_Your instructions_.
Only the lines of the data holding the string "feDisplacementMap" need to be returned.

Records from a data collection
☆ ☆ ☆
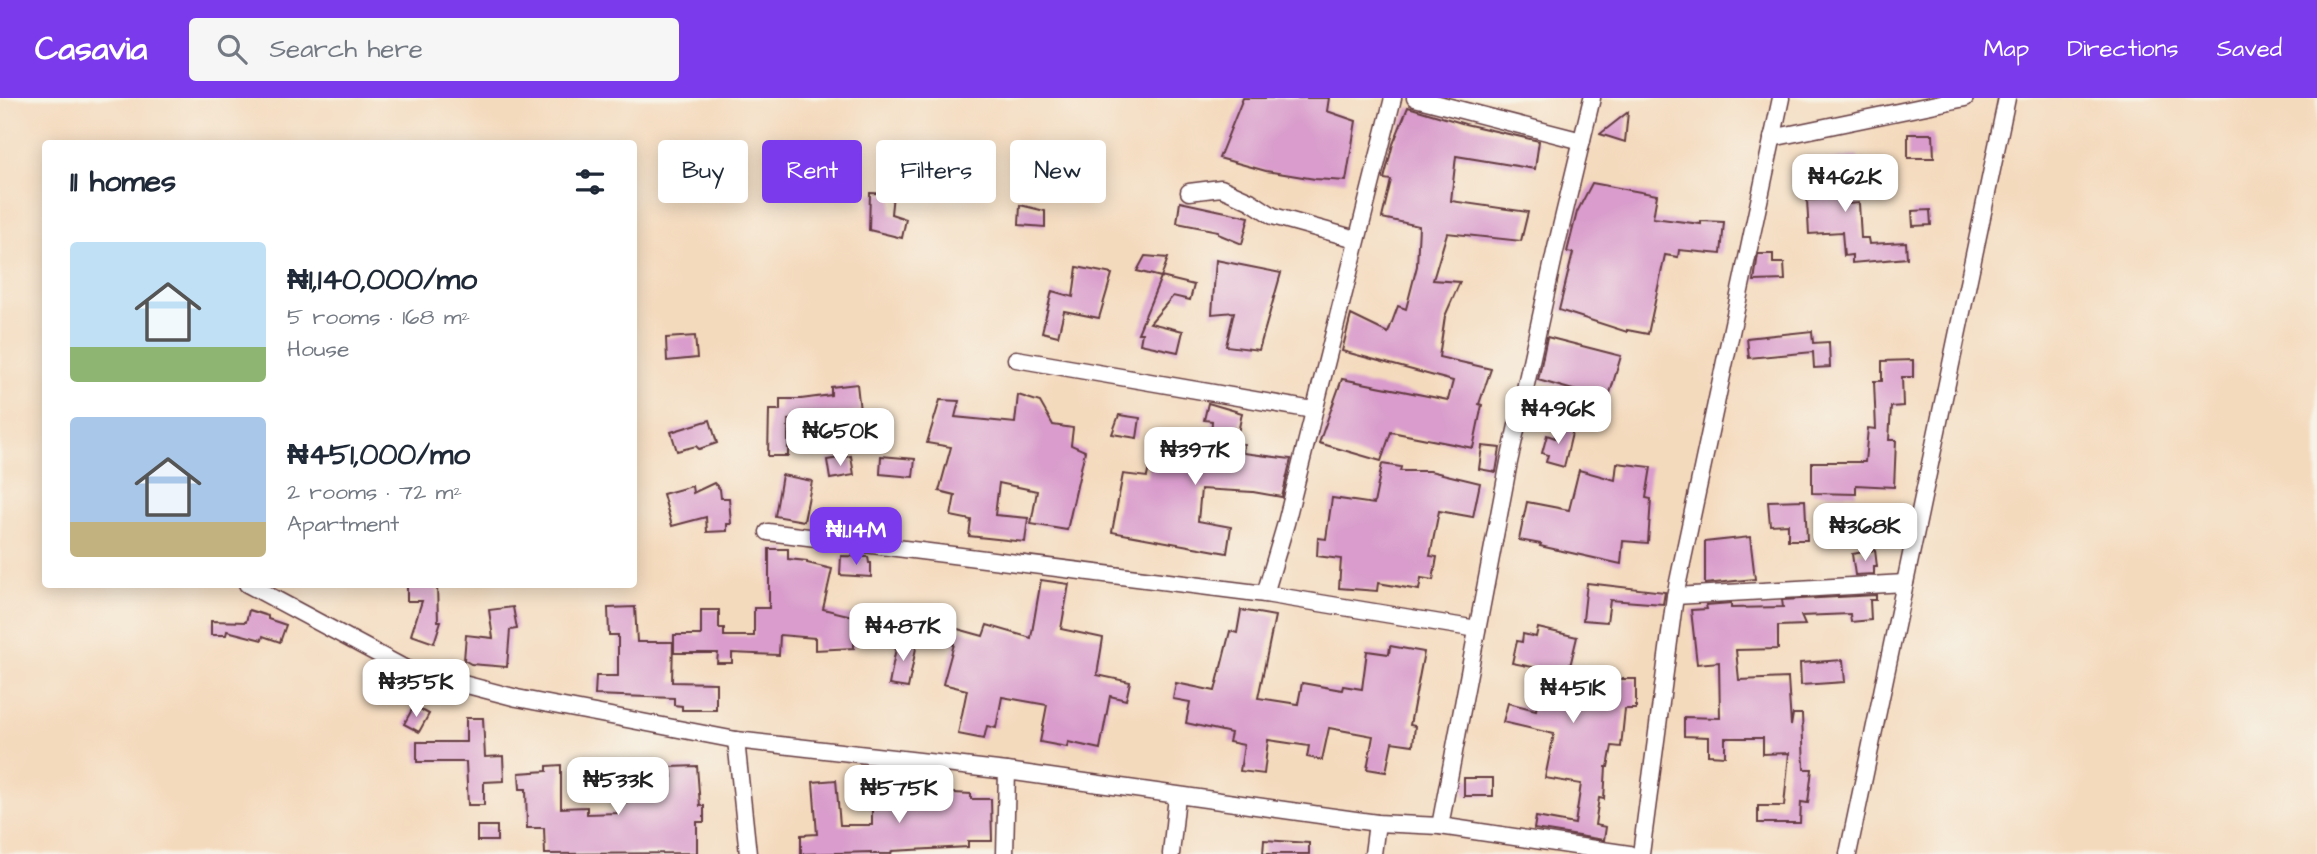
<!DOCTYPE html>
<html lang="en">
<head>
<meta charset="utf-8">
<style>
  :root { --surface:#fff; --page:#f6f6f7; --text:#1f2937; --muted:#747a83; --accent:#7c3aed }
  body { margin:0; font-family:"Architects Daughter",sans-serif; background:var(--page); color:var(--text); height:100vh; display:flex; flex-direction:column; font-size:26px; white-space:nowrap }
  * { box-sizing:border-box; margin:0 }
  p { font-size:23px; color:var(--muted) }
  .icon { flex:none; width:38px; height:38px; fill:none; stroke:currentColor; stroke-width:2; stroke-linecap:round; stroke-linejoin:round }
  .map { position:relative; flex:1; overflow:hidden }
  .side { position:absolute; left:42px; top:42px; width:595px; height:448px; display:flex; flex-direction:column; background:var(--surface); border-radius:7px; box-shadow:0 4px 18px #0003 }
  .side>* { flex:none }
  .banner { position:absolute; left:658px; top:42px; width:665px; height:63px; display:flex; gap:14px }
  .price { position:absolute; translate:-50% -60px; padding:0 16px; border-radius:14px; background:#fff; color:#222; font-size:23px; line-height:46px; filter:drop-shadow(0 2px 4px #0008) }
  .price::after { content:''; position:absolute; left:50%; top:42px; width:21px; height:16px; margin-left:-10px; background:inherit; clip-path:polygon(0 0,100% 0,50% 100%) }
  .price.on { background:var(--accent); color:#fff }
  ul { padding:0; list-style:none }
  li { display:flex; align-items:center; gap:21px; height:175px; padding:0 28px }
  li span { display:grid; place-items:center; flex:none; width:196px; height:140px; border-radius:7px; color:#555 }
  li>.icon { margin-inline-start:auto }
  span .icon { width:84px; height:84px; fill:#fffc; stroke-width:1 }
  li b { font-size:30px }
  h2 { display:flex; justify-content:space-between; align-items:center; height:84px; padding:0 28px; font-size:30px }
  .chip { padding:0 24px; border-radius:7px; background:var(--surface); box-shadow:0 4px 18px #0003; font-size:24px; line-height:63px }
  .chip.on { background:var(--accent); color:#fff }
  header { display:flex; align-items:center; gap:42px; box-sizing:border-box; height:98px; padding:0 35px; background:var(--accent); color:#fff }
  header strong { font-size:33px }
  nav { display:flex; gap:38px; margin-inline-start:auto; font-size:24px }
  .search { width:490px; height:63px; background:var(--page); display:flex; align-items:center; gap:18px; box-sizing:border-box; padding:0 24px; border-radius:7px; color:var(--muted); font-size:26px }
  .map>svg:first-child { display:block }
  .building { fill:#d99ccc }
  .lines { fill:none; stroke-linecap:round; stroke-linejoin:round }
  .minor-casing { stroke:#643b41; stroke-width:19 }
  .minor { stroke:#fff; stroke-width:16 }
</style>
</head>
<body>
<header>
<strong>Casavia</strong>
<div class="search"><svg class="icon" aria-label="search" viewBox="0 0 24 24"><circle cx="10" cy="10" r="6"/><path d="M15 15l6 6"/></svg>Search here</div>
<nav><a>Map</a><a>Directions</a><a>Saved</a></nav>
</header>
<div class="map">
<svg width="2317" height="756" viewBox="0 0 2317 756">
  <rect width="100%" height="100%" fill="#f7f3e8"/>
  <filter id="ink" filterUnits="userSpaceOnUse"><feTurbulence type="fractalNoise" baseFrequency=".0143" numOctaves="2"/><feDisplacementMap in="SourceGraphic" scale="14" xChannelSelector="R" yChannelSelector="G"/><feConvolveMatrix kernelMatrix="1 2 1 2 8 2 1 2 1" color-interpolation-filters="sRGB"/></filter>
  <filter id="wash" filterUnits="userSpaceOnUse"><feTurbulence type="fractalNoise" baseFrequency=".00686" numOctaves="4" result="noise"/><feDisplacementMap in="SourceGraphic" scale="28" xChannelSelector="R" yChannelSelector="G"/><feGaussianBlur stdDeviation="1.57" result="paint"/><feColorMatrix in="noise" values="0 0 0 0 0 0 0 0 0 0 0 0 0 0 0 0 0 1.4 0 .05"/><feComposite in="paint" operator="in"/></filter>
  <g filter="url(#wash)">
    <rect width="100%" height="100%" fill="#f4dabd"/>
    <g id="blocks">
      <g class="building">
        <polygon points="1243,0 1329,0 1327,13 1356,23 1346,83 1315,81 1266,73 1219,60"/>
        <polygon points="1408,9 1465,26 1539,43 1535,71 1456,58 1451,103 1528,114 1521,143 1447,135 1433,182 1460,184 1445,218 1439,259 1491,271 1479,306 1482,307 1473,350 1391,334 1381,363 1319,345 1342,281 1448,302 1453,283 1342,253 1351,217 1388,235 1398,208 1406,211 1417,168 1419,128 1382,120 1391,82 1384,81 1393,46"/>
        <polygon points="1628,14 1625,44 1600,36"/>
        <polygon points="1908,36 1933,36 1934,60 1908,60"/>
        <polygon points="1857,57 1861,75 1842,79 1848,106 1859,105 1861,140 1868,140 1869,146 1906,144 1907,160 1852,165 1852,157 1844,158 1842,134 1809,136 1807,102 1819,101 1814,76 1822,74 1820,65"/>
        <polygon points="1592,85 1657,97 1653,120 1701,126 1701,123 1724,124 1721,156 1679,152 1678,159 1665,157 1648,236 1627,232 1627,234 1559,212 1573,155 1567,154 1577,114"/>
        <polygon points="870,95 893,96 891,116 906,121 902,140 869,132"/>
        <polygon points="1180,104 1249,119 1242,146 1218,136 1218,133 1177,125"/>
        <polygon points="1020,107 1045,113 1045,129 1019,127"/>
        <polygon points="1930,112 1931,127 1913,128 1912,113"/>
        <polygon points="1758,156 1773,156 1773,165 1784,165 1785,182 1754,183"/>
        <polygon points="1145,158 1168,160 1161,179 1137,173"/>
        <polygon points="1216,162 1281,175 1259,252 1226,248 1234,214 1212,216"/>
        <polygon points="1077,169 1112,176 1099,220 1064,213 1058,238 1042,234 1052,193 1073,199"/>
        <polygon points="1161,179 1194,187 1190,202 1173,198 1150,225 1183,233 1178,254 1140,246 1142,235 1138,235"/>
        <polygon points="1812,233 1813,245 1829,244 1830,269 1814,270 1813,254 1749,260 1747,240"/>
        <polygon points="695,238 697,260 667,263 666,240"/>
        <polygon points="1547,239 1621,258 1608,302 1538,282"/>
        <polygon points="1913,262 1913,279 1902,279 1903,308 1891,309 1889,342 1896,342 1894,389 1856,387 1856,396 1812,395 1812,364 1865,364 1868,330 1876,331 1874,283 1882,283 1882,263"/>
        <polygon points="857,286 860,313 788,322 788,358 768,358 769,312 780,312 780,301 801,301 831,297 831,289"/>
        <polygon points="1018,297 1040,304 1053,327 1073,330 1071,347 1085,353 1067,432 1031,426 1037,393 999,385 995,417 1028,420 1025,444 969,438 971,422 951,418 955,397 939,393 951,349 927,345 940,302 959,303 955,319 1015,325"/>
        <polygon points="1208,305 1242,315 1236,345 1244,346 1243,355 1291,361 1282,399 1253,394 1201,391 1198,423 1231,429 1227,455 1112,434 1123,376 1147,379 1152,355 1168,358 1169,350 1210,356 1212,323 1204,322"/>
        <polygon points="1119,317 1140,320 1137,340 1112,336"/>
        <polygon points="710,322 717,345 699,351 696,348 677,353 671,334"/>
        <polygon points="1558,327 1573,331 1564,369 1546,364 1548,357 1542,355 1547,337 1555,340"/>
        <polygon points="1482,348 1500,350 1496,374 1479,371"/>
        <polygon points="851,358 854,377 830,381 827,362"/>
        <polygon points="881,358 915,361 913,379 880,376"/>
        <polygon points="1617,365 1651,369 1646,400 1651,401 1648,445 1623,443 1621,466 1540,448 1541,446 1519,442 1527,404 1569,412 1579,372 1615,382"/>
        <polygon points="1382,366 1401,369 1400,373 1430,373 1480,385 1473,419 1439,413 1430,458 1437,459 1433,482 1421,480 1419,492 1378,485 1377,493 1339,490 1341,461 1317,458 1318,440 1326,441 1332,400 1374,406"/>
        <polygon points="782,377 812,383 804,423 775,418"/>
        <polygon points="714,385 720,391 721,400 729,400 731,426 727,426 727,433 707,434 706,419 672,428 663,396 692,388 693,395"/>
        <polygon points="1805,402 1807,442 1788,442 1788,426 1770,427 1768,403"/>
        <polygon points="1750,439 1755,481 1705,486 1705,444"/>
        <polygon points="769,451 788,451 788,461 807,463 807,465 832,471 823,511 848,517 899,521 898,539 854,536 854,550 815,552 815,540 780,537 779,557 732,555 732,565 717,565 718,555 674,555 674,537 701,537 701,512 719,512 719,530 724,530 724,538 754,538 754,510 769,510"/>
        <polygon points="1875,452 1877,469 1874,469 1874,476 1855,477 1852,456"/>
        <polygon points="841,458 868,459 869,465 871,465 871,479 840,477"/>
        <polygon points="1041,482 1069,486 1061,531 1103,540 1097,577 1130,584 1126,602 1110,598 1100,651 1068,644 1067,649 1040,644 1047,607 1002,599 996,630 987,628 984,641 958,636 967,592 943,586 954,546 932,539 936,525 983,538 987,527 1031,540"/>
        <polygon points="1587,485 1665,494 1663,506 1610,502 1607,524 1583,522"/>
        <polygon points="407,486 437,486 438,523 441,523 434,545 411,537 422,503 407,503"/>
        <polygon points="1876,497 1876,502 1870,502 1871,522 1851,524 1850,516 1801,518 1805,527 1778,528 1778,551 1736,552 1739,582 1788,580 1791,628 1793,616 1802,616 1804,671 1812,671 1808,705 1801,704 1800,725 1758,725 1758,708 1784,708 1789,655 1763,656 1763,640 1725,640 1725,658 1708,657 1708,639 1684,638 1684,619 1720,620 1719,564 1697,566 1691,512 1707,511 1706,507 1731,505 1731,510 1783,509 1782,502"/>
        <polygon points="513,509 517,531 510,532 507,569 471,566 464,562 466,537 493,540 489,512"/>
        <polygon points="635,509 637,544 673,544 672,584 716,585 716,612 682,612 682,608 674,607 674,600 595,597 596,578 618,578 618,537 609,537 608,510"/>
        <polygon points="249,512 268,518 268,521 286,527 280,544 263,538 262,542 227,533 226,537 211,537 211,523 246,524"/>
        <polygon points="1241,512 1275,518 1258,600 1298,606 1302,585 1342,592 1343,588 1362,591 1367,553 1389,556 1390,548 1424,554 1410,627 1415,628 1413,647 1392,644 1386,674 1367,671 1373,638 1329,630 1322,662 1307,659 1309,648 1268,642 1264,676 1240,673 1244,647 1229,644 1231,635 1186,625 1190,604 1173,601 1176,585 1215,593 1230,533 1237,535"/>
        <polygon points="1538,530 1577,539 1566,585 1610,590 1610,581 1636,581 1636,611 1625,611 1621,649 1612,648 1608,669 1606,669 1604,701 1599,700 1595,727 1606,729 1604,742 1534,731 1536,719 1575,726 1581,686 1545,680 1554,636 1503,624 1508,605 1536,612 1543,571 1512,565 1517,543 1522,544 1523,536 1536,539"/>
        <polygon points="898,539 917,545 908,590 889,587"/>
        <polygon points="1843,562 1845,584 1801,587 1800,565"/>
        <polygon points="414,608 429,616 419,634 404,626"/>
        <polygon points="466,620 483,620 485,659 503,658 504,683 484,684 484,707 468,707 466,664 417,664 417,644 466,644"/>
        <polygon points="561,667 561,710 587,709 587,716 618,715 616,706 637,703 636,683 672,679 671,669 697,668 700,708 704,708 704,724 697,724 697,755 545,756 544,730 527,730 526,691 520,691 519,675 547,673 547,668"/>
        <rect x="1464" y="680" width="29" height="18"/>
        <polygon points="836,682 840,727 872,727 872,710 936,708 936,694 971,696 971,701 991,701 992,743 968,743 968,749 892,753 891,756 871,756 871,754 801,756 801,737 817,736 813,684"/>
        <rect x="477" y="728" width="20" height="15"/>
        <polygon points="1264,742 1309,745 1309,756 1263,756"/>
      </g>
    </g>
  </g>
  <g filter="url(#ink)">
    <use href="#blocks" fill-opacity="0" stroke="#643b41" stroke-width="2"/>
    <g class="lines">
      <defs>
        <g id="minor">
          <polyline points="1415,0 1582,43"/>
          <polyline points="1772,40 1965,0"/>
          <polyline points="1189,94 1221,90 1250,103 1273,118 1356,141"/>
          <polyline points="1016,261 1313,312"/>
          <polyline points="768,434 1265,496 1477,531"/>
          <polyline points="247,486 406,571 517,600 736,642 1007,673 1377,725 1440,728 1629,756"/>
          <polyline points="1265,496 1286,425 1393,0"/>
          <polyline points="1675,498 1905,485"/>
          <polyline points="736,642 748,756"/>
          <polyline points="1440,728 1509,364 1555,154 1592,0"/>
          <polyline points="1005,756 1007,673"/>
          <polyline points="1171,756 1177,698"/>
          <polyline points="1373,756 1377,725"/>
          <polyline points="1641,756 1675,498 1781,0"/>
          <polyline points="1848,756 2007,0"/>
        </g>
      </defs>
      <use href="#minor" class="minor-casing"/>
      <use href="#minor" class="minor"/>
    </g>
  </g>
</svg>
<b class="price" style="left:1845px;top:116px">₦462K</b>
<b class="price" style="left:1558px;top:348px">₦496K</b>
<b class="price" style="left:840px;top:370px">₦650K</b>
<b class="price" style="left:1195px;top:389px">₦397K</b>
<b class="price" style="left:1865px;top:465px">₦368K</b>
<b class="price on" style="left:856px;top:469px">₦1.14M</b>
<b class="price" style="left:903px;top:565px">₦487K</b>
<b class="price" style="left:416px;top:621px">₦355K</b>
<b class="price" style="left:1573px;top:627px">₦451K</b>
<b class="price" style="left:618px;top:719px">₦533K</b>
<b class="price" style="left:899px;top:727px">₦575K</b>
<div class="banner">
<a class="chip">Buy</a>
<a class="chip on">Rent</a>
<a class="chip">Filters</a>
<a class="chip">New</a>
</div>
<section class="side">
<h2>11 homes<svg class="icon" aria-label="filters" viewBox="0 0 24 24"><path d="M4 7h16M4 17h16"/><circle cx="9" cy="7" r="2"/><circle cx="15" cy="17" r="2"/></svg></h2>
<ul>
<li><span style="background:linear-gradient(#bfe0f5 75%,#8fb573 0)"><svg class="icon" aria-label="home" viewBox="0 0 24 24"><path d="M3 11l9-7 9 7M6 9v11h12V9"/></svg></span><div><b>₦1,140,000/mo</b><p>5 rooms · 168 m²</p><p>House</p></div></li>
<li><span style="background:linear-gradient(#a9c7e8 75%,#c2b280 0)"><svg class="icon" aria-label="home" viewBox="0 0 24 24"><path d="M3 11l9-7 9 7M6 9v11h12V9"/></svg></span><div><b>₦451,000/mo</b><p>2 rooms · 72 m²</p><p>Apartment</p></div></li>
</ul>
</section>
</div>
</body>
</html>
☆ ☆ ☆
_Your solution_.
  <filter id="ink" filterUnits="userSpaceOnUse"><feTurbulence type="fractalNoise" baseFrequency=".0143" numOctaves="2"/><feDisplacementMap in="SourceGraphic" scale="14" xChannelSelector="R" yChannelSelector="G"/><feConvolveMatrix kernelMatrix="1 2 1 2 8 2 1 2 1" color-interpolation-filters="sRGB"/></filter>
  <filter id="wash" filterUnits="userSpaceOnUse"><feTurbulence type="fractalNoise" baseFrequency=".00686" numOctaves="4" result="noise"/><feDisplacementMap in="SourceGraphic" scale="28" xChannelSelector="R" yChannelSelector="G"/><feGaussianBlur stdDeviation="1.57" result="paint"/><feColorMatrix in="noise" values="0 0 0 0 0 0 0 0 0 0 0 0 0 0 0 0 0 1.4 0 .05"/><feComposite in="paint" operator="in"/></filter>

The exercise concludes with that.